Mr. Rockmore also will be dispatching guerrilla marketing “street teams” for “life intercepts.” In the past, the small groups have turned up dressed as chefs, complete with tall toques blanches (or chefs’ hats, for the French-challenged), in places like Grand Central Station or at the Indianapolis 500 and at pro basketball and football games, where they have engaged passers-by in impromptu food quizzes, given out branded goodies or held tailgate parties. They’ve also driven up in front of trendy Manhattan nightspots in their Food-branded SUVs, using megaphones to urge the patrons to come on out.
In June and July, Food’s “Unwrapped”-a weekly food-is-pop-culture series that delves into the history behind classic American treats, from Tootsie Rolls to wax lips-gets a promotional marketing push that will include handing out branded lunchboxes filled with “retro” candy and an “Unwrapped” trivia radio contest. And in the fourth quarter, it will be Food’s “Emeril” franchise that will get the promo treatment.
“I’m used to building brands,” Mr. Rockmore said. “You build it with emotional connections. … My background has been more about the skill than the category.”
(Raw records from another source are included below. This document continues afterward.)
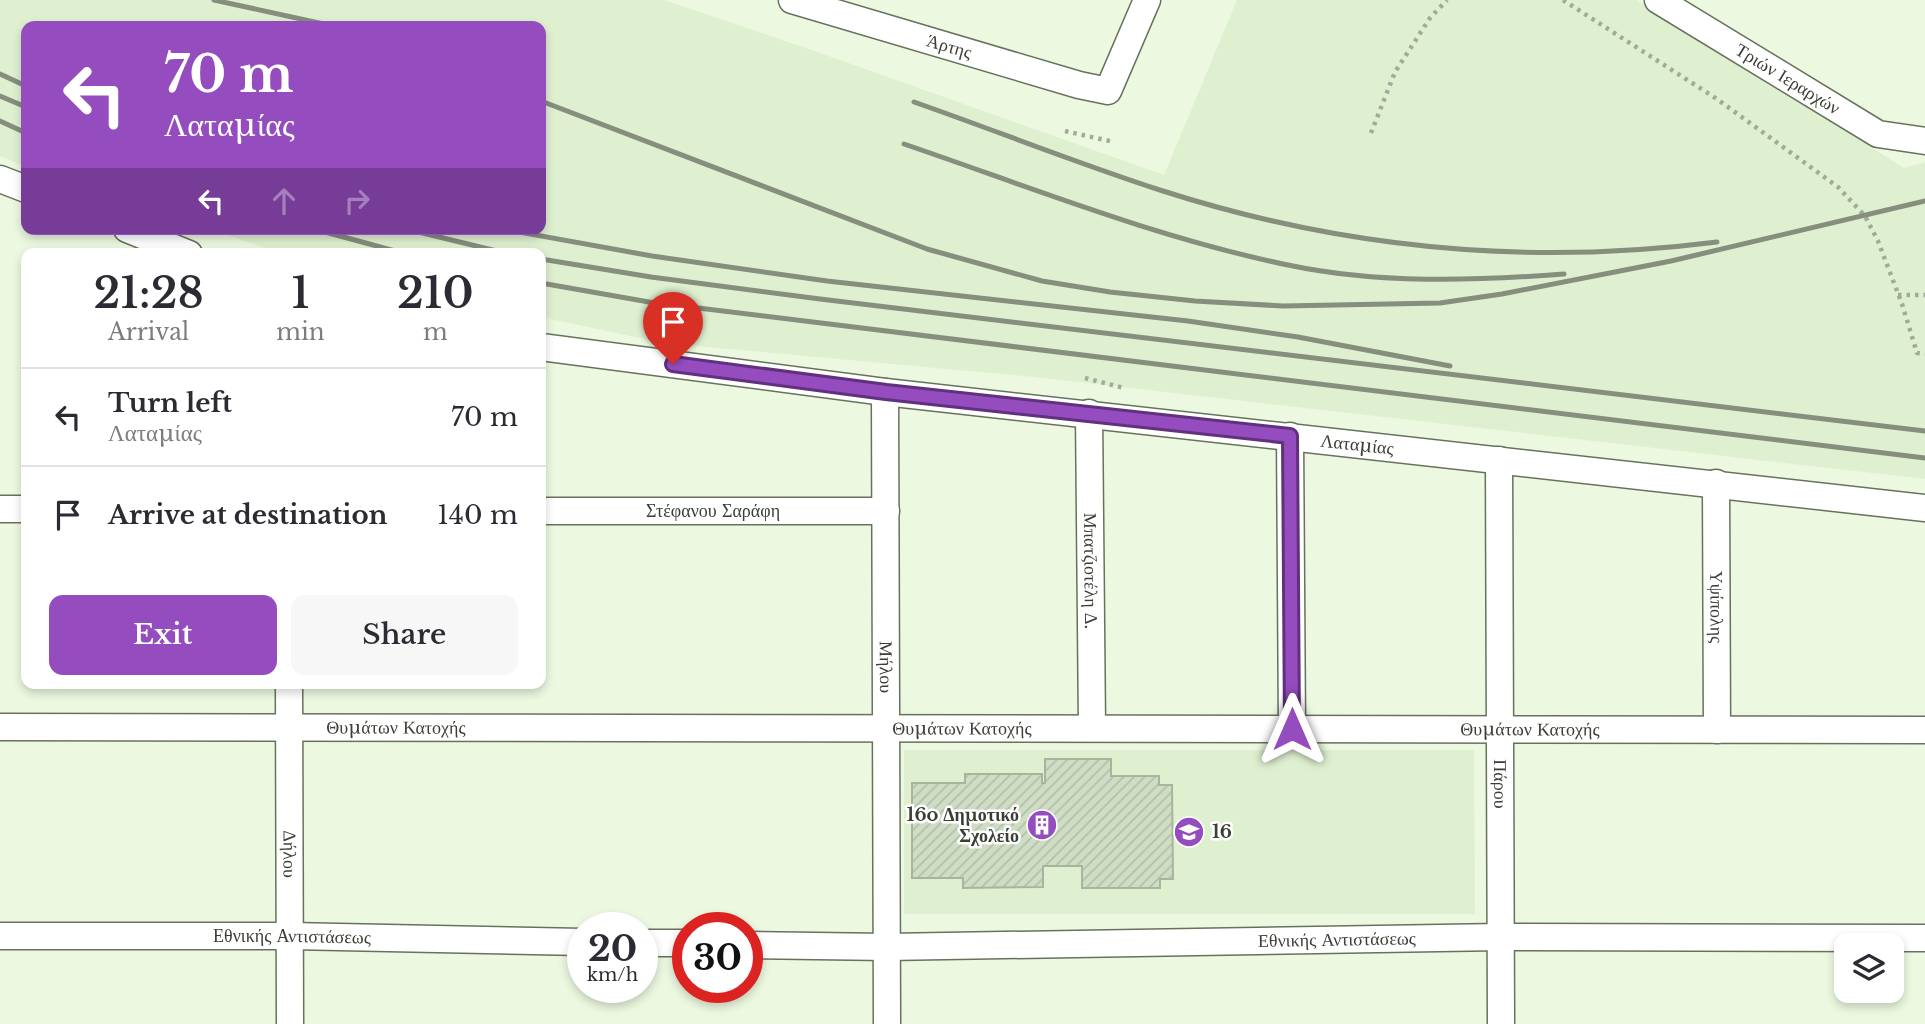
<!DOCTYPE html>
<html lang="en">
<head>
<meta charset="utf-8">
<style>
	body { margin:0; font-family:"Libre Baskerville",serif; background:#f7f7f7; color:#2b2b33; height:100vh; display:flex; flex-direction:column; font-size:26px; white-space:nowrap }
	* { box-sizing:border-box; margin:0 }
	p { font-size:23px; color:#7c7c81 }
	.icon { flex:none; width:38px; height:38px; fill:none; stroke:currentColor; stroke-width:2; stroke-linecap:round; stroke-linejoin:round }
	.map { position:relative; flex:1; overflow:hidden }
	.sheet { position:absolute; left:21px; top:248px; width:525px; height:441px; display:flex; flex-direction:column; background:#fff; border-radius:14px; box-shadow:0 4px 10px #0003 }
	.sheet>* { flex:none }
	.banner { position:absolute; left:21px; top:21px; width:525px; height:214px; border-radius:14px; box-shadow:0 4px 10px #0003; background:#944cbf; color:#fff; overflow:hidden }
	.buttons { position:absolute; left:1834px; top:933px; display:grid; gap:14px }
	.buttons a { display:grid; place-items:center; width:70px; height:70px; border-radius:14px; background:#fff; box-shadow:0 4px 10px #0003; font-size:35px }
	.speed { position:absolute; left:567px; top:912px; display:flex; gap:14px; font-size:35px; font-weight:700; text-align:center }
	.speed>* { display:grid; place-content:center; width:91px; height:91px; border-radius:50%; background:#fff; box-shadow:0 4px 10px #0003; line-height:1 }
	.speed small { font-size:18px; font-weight:400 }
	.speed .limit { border:10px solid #d22; background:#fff; color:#111 }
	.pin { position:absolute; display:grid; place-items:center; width:60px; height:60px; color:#fff; margin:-72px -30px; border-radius:50% 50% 50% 0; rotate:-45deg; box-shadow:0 0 7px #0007 }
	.pin .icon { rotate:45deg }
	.me { position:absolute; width:77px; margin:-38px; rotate:0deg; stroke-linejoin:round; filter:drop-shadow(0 0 5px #0008) }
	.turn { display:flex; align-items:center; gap:24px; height:147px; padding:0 28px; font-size:32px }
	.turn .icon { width:91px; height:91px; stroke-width:2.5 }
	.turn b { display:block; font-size:49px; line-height:60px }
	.lanes { display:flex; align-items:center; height:66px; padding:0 28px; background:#0003; justify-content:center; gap:35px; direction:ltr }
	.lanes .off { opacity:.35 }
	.eta { display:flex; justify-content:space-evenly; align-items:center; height:119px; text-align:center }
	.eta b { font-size:42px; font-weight:600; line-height:49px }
	.cta { display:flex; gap:14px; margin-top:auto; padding:14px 28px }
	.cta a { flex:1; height:80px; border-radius:14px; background:#944cbf; color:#fff; font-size:28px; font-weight:600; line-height:80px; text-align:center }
	.cta a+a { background:#f7f7f7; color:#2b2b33 }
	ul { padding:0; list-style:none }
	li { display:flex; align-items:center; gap:21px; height:98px; padding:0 28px; border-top:2px solid #e1e1e2 }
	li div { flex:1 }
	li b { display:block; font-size:26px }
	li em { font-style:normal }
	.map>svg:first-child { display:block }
	.built { fill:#dff0d0 }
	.building { fill:url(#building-hatch); stroke:#a8b59d; stroke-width:2 }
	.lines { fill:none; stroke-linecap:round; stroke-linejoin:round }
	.street-casing { stroke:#67725d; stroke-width:29 }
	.path { stroke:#a2ab99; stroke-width:4.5; stroke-dasharray:3.5 5; stroke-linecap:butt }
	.street { stroke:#fff; stroke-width:26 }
	.rail { stroke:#868e7e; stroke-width:5 }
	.route-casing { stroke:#60317c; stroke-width:18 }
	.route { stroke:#944cbf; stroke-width:12 }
	.labels { text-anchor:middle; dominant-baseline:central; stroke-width:5; stroke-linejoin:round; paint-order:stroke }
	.street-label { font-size:18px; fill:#3a3f35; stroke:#fff }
	.poi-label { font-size:18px; font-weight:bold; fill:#3a3f35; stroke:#fff; text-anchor:end }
</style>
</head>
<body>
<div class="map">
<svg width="1925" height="1024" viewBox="0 0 1925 1024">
	<defs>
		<pattern id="building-hatch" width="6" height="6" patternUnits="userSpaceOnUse" patternTransform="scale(1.75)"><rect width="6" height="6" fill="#d0ddc5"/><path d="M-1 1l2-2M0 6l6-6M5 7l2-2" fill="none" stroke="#b3bfaa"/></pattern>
	</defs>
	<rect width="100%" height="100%" fill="#ecf9e0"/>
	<path class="built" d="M0 0H664L809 49 1164 175 1237 0H1637L1904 168 1925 162V479L1034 377 663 343 541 317V254H282L210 229H541V26H26V167L0 156Z
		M904 750H1474L1475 914H904Z"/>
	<path class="building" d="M1045 759H1111V776H1159V785H1172L1173 879H1160V888H1082V866H1043V887L963 888V878H912V783H965V774H1042V783H1045Z"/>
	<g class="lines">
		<g class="street-casing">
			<g id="street">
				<path id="s1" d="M792 0 1079 85 1108 91 1147 0"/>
				<path id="s2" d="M1658 0 1878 134 1925 141"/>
				<path d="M0 179 26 189"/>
				<path d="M127 229 189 254"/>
				<path id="s3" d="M541 347 885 392 1925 508"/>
				<path id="s4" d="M885 392 887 1024"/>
				<path id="s5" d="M1089 413 1092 728"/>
				<path d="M1290 436 1292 729"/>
				<path id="s6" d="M1499 460 1501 1024"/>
				<path id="s7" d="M1716 483 1717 730"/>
				<path d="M0 509H26"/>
				<path id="s8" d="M541 511H886"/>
				<path id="s9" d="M289 684 290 1024"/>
				<path id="s10" d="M0 727 1925 730"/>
				<path id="s11" d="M0 936H290L583 942"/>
				<path d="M642 943H688"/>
				<path id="s12" d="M747 945 887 947 1501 937 1925 938"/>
			</g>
		</g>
		<path class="path" d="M1563 0 1717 99 1838 187 1865 216 1878 241 1902 304 1917 353 1925 354
			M1065 131 1114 142
			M1371 133 1395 72 1430 18 1447 0
			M1898 295H1925
			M1085 378 1124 388"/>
		<use href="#street" class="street"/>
		<path class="rail" d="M214 0 333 26
			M0 74 26 86
			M0 96 26 107
			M541 101 927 249 1042 281 1110 292 1195 301 1283 306 1440 303 1502 294 1671 261 1925 201
			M914 102C997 131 1079 164 1163 191 1344 249 1529 266 1717 242
			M0 121 26 133
			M904 144C1030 187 1157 238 1288 265 1378 284 1473 281 1564 274
			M314 229 406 254
			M406 229 509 254
			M502 229 652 256 827 281 1188 321 1298 337 1450 366
			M541 259 651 277 820 299 1925 431
			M541 283 649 302 1925 458"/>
	</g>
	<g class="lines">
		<g class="route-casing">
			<path id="route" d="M673 364 886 392 1290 436 1292 729"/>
		</g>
		<use href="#route" class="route"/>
	</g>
	<defs>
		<g id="building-disc" transform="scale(1.575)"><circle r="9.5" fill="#944cbf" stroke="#fff"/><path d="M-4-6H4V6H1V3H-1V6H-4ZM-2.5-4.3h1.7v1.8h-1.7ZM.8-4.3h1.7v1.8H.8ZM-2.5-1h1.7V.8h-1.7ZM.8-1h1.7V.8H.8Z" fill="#fff"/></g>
		<g id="school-disc" transform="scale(1.575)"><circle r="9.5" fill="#944cbf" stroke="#fff"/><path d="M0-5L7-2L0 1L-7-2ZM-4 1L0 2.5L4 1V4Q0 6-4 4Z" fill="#fff"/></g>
	</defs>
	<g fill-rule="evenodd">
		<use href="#building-disc" x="1042" y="825"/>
		<use href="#school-disc" x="1189" y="832"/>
	</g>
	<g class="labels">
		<g class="street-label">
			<text stroke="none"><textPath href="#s1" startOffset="164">Άρτης</textPath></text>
			<text stroke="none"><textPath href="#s2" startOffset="152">Τριών Ιεραρχών</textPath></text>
			<text stroke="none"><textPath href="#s3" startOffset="822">Λαταμίας</textPath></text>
			<text stroke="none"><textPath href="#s8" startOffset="172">Στέφανου Σαράφη</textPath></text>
			<text stroke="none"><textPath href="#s5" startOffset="158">Μπατζιοτέλη Δ.</textPath></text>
			<text stroke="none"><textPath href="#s7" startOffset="124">Υψίπολης</textPath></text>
			<text stroke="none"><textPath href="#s4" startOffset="275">Μήλου</textPath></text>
			<text stroke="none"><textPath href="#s10" startOffset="396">Θυμάτων Κατοχής</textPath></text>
			<text stroke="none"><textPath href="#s10" startOffset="962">Θυμάτων Κατοχής</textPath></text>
			<text stroke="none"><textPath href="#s10" startOffset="1530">Θυμάτων Κατοχής</textPath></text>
			<text stroke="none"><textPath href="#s6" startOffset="324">Πάρου</textPath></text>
			<text stroke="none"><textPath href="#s9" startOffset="170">Δήλου</textPath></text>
			<text stroke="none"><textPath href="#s11" startOffset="292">Εθνικής Αντιστάσεως</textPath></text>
			<text stroke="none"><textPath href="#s12" startOffset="590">Εθνικής Αντιστάσεως</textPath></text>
		</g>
		<g class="poi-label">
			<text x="1019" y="815">16o Δημοτικό<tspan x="1019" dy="21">Σχολείο</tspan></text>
			<text x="1212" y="832" text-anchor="start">16</text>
		</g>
	</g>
</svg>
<div class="buttons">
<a><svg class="icon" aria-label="layers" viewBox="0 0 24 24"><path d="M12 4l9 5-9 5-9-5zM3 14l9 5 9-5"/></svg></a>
</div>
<div class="speed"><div>20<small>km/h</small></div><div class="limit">30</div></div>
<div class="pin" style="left:673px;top:364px;background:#d93025"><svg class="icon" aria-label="arrive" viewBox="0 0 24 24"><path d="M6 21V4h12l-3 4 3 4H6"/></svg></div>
<svg class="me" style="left:1292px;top:729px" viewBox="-20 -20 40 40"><path d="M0-17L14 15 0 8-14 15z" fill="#944cbf" stroke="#fff" stroke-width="4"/></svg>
<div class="banner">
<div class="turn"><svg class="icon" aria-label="left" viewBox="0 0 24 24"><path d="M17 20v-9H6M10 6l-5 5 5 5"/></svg><div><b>70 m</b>Λαταμίας</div></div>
<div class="lanes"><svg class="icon" aria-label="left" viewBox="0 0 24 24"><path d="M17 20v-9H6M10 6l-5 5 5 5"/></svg><svg class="icon off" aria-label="ahead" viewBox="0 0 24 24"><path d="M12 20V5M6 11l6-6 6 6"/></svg><svg class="icon off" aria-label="right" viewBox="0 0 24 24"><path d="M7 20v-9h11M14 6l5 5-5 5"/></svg></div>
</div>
<section class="sheet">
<div class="eta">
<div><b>21:28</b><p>Arrival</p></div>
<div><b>1</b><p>min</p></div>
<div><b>210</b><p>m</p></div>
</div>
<ul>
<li><svg class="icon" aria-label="left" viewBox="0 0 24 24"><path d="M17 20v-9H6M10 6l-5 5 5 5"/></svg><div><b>Turn left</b><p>Λαταμίας</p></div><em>70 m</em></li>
<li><svg class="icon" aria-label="arrive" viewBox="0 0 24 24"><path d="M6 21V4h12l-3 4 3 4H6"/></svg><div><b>Arrive at destination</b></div><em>140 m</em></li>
</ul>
<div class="cta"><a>Exit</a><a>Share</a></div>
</section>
</div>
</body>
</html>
That said, there are some connections between his former life and his present one. “At Godiva, you had a brand where people just gushed when you talked to them about it,” he said. “This network is very similar.”
Godiva’s customers were either “gifters” or consumers, whether just occasional or confirmed chocoholics. “The similarity with Food Network is that you have people who are core foodies,” Mr. Rockmore said.
But the network has moved well beyond its core audience. It no longer skews heavily female, Mr. Rockmore said; instead it is “pretty evenly split.” Food sells the adults 25 to 54 demo, and it touts the urban orientation and high income level of its viewers, he said. “Households with kids make up about 40 percent of the network.”